▶ **Information provided**
_____
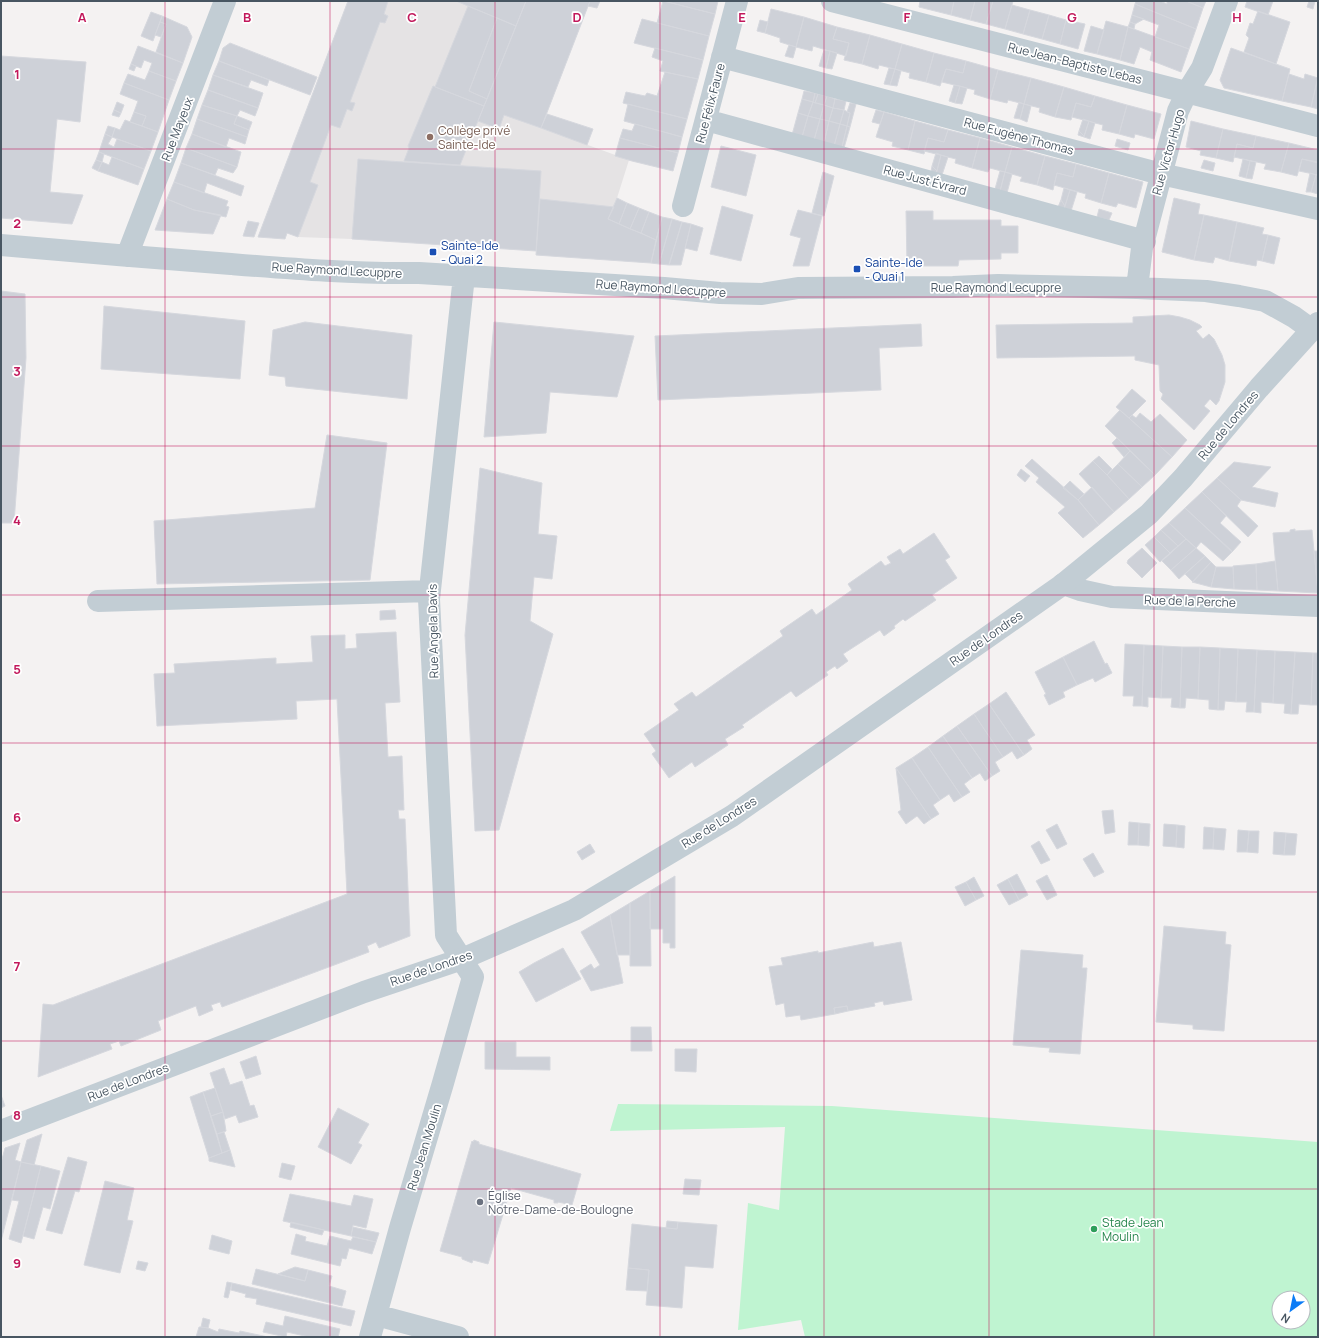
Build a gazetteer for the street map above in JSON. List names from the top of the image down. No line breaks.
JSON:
{"streets":{"street":["Rue Jean-Baptiste Lebas","Rue Félix Faure","Rue Mayeux","Rue Eugène Thomas","Rue Victor Hugo","Rue Just Évrard","Rue Raymond Lecuppre","Rue de Londres","Rue de la Perche","Rue Angela Davis","Rue Jean Moulin"]},"crossings":[["Rue Jean-Baptiste Lebas","Rue Victor Hugo"],["Rue Félix Faure","Rue Eugène Thomas"],["Rue Félix Faure","Rue Just Évrard"],["Rue Mayeux","Rue Raymond Lecuppre"],["Rue Eugène Thomas","Rue Victor Hugo"],["Rue Victor Hugo","Rue Just Évrard"],["Rue Victor Hugo","Rue Raymond Lecuppre"],["Rue Raymond Lecuppre","Rue de Londres"],["Rue Raymond Lecuppre","Rue Angela Davis"],["Rue de Londres","Rue de la Perche"],["Rue de Londres","Rue Angela Davis"],["Rue de Londres","Rue Jean Moulin"],["Rue Angela Davis","Rue Jean Moulin"]],"places":{"other":["Collège privé Sainte-Ide","Église Notre-Dame-de-Boulogne","Stade Jean Moulin"],"transit":["Sainte-Ide - Quai 2","Sainte-Ide - Quai 1"]},"north":"bottom left","grid":{"columns":["A","B","C","D","E","F","G","H"],"rows":["1","2","3","4","5","6","7","8","9"]}}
_____
Search the listing for the string "JSON". Copy each line where it turns up.

▶ **Result of the task**
Build a gazetteer for the street map above in JSON. List names from the top of the image down. No line breaks.
JSON:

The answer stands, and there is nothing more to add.